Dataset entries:

^^^^^^^^

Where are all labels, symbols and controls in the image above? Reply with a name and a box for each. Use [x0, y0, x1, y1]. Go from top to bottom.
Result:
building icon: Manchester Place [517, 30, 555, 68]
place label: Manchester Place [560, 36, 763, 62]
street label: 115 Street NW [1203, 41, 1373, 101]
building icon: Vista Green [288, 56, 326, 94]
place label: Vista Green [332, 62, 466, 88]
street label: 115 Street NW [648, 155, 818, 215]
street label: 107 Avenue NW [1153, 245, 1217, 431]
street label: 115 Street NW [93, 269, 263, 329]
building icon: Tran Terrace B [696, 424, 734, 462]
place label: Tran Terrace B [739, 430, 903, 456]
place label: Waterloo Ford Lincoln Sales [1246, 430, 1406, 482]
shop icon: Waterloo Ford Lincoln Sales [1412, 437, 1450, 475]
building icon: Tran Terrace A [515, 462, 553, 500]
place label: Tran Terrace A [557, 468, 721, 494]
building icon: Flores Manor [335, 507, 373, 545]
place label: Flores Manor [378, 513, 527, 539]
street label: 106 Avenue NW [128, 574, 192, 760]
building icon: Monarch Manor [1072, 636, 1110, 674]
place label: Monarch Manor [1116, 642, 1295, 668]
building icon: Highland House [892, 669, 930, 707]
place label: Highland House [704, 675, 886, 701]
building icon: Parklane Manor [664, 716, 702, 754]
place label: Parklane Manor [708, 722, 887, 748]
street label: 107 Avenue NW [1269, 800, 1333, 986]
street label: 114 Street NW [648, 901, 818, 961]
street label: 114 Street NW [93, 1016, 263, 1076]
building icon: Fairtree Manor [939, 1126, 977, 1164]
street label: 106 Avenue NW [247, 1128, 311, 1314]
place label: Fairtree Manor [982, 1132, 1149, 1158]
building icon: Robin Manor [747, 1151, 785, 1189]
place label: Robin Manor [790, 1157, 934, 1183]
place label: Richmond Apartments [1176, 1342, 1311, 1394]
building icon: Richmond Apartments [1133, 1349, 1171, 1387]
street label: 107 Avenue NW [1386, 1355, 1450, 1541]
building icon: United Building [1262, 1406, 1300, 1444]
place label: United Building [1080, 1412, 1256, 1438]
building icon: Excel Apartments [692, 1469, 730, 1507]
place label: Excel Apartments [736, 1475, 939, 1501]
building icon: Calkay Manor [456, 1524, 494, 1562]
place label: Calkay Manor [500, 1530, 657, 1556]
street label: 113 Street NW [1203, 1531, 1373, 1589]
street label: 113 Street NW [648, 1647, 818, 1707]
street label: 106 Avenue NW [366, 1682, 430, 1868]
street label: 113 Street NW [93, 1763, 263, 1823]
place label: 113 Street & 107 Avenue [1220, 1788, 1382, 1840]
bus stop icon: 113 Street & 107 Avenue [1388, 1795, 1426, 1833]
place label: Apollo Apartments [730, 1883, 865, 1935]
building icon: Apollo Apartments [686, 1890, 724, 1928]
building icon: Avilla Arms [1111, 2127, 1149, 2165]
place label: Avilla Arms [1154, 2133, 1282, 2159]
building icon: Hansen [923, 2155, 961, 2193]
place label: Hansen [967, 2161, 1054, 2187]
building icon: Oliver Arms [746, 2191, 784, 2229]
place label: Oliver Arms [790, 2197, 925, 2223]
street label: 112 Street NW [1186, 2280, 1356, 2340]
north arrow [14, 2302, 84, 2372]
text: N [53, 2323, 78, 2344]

^^^^^^^^

WHAT YOU SHOULD DO: In the records above, collect each line with "Vista".

EXERCISE RESULT:
building icon: Vista Green [288, 56, 326, 94]
place label: Vista Green [332, 62, 466, 88]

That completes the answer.